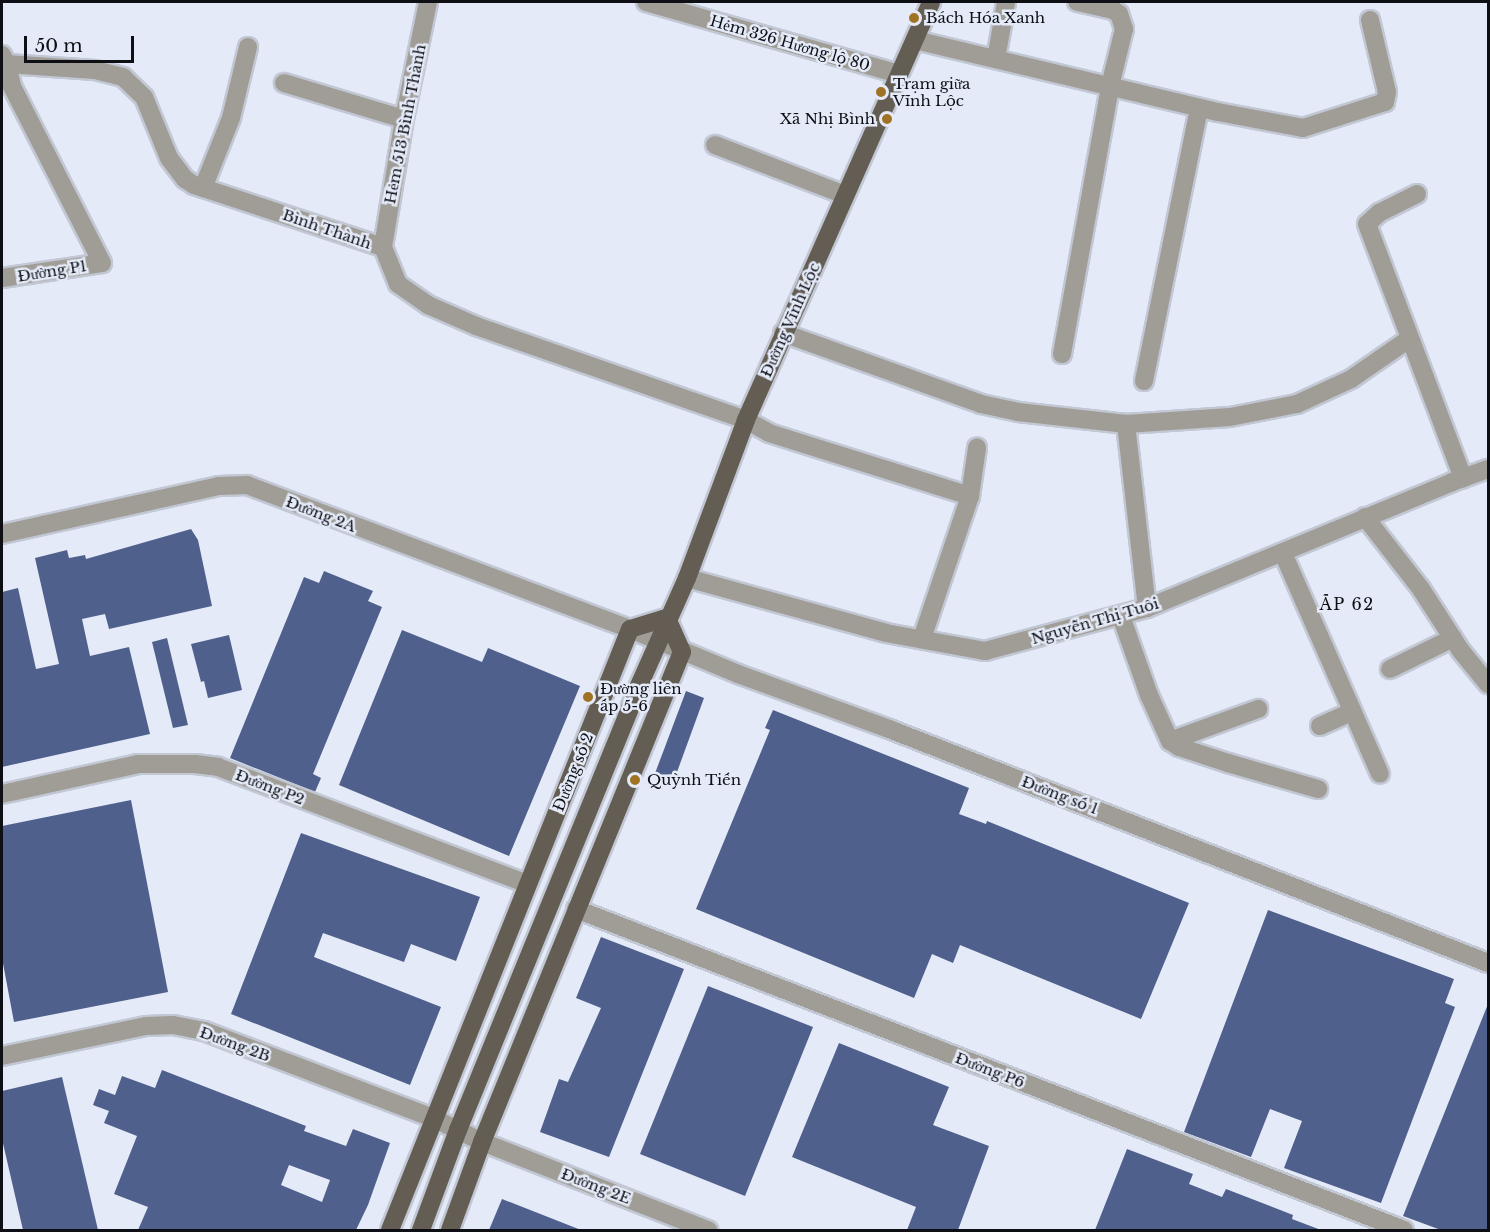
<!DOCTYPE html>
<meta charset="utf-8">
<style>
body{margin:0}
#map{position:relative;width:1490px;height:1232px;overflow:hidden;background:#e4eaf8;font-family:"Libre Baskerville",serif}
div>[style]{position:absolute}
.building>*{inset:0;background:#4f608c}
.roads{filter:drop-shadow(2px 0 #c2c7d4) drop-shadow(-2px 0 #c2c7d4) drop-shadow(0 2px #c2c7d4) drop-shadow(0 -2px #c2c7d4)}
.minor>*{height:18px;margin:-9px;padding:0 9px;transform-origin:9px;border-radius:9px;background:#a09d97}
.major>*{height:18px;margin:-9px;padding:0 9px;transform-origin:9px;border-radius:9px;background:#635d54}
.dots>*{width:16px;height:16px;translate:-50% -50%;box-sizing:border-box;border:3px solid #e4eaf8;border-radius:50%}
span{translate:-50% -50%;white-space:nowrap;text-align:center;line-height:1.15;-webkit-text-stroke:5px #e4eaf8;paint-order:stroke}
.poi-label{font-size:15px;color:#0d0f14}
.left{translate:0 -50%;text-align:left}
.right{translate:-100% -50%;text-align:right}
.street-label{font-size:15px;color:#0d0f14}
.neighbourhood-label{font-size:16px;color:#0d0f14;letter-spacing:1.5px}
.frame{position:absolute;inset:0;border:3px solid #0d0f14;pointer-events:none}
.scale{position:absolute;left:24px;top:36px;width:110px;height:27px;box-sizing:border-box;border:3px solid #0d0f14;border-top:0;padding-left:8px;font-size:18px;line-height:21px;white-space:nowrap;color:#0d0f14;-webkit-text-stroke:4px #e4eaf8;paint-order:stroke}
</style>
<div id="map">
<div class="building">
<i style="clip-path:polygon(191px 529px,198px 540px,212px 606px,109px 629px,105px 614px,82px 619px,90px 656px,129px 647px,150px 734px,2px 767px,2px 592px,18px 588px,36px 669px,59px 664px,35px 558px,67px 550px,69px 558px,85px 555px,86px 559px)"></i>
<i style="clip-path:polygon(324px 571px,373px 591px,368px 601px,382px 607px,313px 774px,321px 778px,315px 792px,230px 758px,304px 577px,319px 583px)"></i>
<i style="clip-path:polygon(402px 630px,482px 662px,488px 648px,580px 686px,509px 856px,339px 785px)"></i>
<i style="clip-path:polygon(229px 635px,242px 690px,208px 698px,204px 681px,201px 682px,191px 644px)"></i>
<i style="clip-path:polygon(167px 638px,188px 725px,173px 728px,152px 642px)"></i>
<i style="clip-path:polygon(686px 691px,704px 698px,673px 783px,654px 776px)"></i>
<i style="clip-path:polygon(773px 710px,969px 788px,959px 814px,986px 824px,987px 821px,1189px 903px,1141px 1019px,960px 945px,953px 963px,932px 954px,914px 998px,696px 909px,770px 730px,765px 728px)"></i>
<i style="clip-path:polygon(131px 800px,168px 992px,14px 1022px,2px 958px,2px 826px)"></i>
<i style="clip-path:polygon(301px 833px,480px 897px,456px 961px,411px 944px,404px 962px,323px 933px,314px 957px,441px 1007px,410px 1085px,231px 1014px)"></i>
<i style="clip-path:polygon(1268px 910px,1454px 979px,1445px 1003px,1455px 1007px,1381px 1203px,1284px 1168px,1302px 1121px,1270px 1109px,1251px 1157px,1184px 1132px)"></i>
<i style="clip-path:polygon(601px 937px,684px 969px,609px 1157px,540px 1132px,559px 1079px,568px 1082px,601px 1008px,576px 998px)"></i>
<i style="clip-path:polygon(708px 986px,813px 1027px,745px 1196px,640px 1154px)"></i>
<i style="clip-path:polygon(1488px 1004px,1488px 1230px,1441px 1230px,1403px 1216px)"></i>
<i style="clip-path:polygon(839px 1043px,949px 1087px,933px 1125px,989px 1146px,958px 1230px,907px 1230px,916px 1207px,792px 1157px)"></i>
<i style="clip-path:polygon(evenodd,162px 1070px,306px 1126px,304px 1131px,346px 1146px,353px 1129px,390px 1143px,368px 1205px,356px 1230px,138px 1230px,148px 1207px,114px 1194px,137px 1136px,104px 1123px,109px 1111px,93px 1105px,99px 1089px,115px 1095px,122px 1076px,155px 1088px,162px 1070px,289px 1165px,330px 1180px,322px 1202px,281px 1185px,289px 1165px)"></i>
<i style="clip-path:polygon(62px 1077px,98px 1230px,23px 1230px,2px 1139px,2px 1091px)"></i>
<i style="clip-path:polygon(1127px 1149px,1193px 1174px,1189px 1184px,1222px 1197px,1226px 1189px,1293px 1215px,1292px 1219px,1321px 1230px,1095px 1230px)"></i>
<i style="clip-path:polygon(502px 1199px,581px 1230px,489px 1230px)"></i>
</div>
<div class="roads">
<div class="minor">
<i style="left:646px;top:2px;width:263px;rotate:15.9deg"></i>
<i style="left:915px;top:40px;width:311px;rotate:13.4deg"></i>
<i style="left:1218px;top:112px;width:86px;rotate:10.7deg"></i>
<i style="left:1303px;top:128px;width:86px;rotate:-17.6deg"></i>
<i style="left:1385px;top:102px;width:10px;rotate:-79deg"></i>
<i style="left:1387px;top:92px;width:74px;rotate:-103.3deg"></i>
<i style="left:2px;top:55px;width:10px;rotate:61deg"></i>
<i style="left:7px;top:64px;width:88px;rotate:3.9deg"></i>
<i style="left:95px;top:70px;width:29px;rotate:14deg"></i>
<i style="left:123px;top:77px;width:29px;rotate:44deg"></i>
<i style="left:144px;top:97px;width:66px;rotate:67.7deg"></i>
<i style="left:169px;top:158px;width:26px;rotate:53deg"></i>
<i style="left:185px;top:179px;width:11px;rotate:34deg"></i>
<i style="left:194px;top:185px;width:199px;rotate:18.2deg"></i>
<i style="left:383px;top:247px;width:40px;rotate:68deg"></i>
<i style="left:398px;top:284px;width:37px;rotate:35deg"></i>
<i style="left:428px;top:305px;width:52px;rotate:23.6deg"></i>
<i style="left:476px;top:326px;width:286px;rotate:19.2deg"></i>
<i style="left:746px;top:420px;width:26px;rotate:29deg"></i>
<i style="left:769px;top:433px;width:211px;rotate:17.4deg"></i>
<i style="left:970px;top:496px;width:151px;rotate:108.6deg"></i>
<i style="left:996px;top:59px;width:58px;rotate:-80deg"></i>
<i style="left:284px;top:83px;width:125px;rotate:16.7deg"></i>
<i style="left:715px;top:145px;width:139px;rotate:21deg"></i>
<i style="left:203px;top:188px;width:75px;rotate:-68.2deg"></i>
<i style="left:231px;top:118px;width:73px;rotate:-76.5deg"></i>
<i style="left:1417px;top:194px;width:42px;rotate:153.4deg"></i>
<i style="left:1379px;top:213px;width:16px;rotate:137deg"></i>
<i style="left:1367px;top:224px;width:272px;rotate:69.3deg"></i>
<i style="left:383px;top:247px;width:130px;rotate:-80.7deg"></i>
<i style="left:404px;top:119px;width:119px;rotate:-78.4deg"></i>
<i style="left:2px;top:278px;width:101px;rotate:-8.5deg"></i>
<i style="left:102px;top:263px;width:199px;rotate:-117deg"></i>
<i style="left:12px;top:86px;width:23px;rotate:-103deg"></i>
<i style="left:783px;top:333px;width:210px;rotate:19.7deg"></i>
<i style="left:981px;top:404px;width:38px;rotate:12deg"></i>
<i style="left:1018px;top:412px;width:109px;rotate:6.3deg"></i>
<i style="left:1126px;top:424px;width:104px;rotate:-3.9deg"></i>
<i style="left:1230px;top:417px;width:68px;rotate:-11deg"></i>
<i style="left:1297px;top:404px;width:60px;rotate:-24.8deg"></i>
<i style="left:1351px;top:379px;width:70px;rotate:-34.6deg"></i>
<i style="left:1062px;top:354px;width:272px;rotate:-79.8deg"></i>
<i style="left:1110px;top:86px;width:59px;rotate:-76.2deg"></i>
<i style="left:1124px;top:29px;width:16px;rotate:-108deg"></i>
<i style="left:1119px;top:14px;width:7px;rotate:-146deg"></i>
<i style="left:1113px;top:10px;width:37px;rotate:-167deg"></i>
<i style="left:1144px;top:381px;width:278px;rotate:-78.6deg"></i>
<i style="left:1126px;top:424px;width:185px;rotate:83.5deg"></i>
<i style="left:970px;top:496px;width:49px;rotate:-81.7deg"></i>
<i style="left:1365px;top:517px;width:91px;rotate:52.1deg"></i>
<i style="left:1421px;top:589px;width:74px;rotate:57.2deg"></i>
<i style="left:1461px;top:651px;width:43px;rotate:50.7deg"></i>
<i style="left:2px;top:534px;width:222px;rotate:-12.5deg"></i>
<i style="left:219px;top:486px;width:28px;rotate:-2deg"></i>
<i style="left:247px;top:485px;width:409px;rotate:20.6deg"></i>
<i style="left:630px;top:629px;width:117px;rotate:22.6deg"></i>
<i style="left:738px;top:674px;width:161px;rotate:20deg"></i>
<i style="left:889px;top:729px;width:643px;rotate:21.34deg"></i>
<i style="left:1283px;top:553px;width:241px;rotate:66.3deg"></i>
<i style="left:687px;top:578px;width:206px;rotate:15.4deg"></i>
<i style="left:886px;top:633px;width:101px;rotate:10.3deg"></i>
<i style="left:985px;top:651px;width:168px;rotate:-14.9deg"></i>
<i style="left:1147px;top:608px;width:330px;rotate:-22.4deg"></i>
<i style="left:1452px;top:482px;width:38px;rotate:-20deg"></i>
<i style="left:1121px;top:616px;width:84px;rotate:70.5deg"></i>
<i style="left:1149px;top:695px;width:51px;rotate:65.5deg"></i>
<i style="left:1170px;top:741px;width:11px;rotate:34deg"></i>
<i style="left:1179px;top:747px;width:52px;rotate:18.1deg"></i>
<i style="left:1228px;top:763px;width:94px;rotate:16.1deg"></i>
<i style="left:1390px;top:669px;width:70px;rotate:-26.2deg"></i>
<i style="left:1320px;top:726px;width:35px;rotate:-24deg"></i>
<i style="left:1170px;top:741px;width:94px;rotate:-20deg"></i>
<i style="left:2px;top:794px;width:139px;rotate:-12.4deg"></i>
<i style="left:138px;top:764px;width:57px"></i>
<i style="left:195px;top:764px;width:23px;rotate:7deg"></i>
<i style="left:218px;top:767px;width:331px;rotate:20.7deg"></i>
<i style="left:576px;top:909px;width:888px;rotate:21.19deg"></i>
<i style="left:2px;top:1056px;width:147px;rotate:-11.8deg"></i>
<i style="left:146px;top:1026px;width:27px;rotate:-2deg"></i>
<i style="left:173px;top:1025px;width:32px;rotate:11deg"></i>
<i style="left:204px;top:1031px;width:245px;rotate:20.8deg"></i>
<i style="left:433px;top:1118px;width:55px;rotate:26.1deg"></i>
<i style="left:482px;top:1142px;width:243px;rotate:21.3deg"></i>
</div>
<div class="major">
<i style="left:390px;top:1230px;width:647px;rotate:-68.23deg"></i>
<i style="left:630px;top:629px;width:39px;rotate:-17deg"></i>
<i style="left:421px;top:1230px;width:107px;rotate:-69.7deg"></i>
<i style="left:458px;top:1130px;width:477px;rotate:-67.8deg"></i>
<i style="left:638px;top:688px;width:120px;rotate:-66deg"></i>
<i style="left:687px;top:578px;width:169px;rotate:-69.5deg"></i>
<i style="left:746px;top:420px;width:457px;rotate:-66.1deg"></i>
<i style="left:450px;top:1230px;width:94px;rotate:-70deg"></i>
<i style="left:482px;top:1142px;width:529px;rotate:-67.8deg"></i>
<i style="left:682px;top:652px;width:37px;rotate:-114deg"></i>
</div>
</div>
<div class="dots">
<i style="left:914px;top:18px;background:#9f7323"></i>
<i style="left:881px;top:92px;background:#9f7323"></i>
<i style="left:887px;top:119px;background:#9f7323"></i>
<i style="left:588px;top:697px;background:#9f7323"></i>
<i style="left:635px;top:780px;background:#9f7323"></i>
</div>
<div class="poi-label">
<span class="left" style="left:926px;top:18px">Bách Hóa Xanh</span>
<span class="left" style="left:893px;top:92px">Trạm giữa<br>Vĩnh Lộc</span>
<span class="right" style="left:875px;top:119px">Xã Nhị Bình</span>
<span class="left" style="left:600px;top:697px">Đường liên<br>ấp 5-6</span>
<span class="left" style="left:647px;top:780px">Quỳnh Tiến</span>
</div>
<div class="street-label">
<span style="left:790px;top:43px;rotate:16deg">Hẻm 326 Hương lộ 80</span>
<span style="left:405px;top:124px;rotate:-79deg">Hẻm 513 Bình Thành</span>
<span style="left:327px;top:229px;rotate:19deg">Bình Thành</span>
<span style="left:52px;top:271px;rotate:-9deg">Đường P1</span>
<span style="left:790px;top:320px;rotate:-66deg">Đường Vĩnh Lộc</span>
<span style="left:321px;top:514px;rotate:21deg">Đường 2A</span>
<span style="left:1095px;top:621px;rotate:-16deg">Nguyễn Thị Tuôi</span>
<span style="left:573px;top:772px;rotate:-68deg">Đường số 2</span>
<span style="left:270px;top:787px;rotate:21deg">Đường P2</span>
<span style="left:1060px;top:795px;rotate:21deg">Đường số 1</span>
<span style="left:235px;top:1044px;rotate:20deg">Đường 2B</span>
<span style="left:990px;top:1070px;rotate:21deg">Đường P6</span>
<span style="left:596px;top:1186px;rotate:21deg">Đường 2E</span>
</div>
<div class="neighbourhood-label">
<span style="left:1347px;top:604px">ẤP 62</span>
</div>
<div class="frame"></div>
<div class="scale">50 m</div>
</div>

========================================

EXERCISE DIRECTIONS
Only an exact copy is needed: the lines from the opening of the listing through the line with "0 #c2c7d4) drop-shadow(-2px", both included, minus the pictures.

ANSWER
<!DOCTYPE html>
<meta charset="utf-8">
<style>
body{margin:0}
#map{position:relative;width:1490px;height:1232px;overflow:hidden;background:#e4eaf8;font-family:"Libre Baskerville",serif}
div>[style]{position:absolute}
.building>*{inset:0;background:#4f608c}
.roads{filter:drop-shadow(2px 0 #c2c7d4) drop-shadow(-2px 0 #c2c7d4) drop-shadow(0 2px #c2c7d4) drop-shadow(0 -2px #c2c7d4)}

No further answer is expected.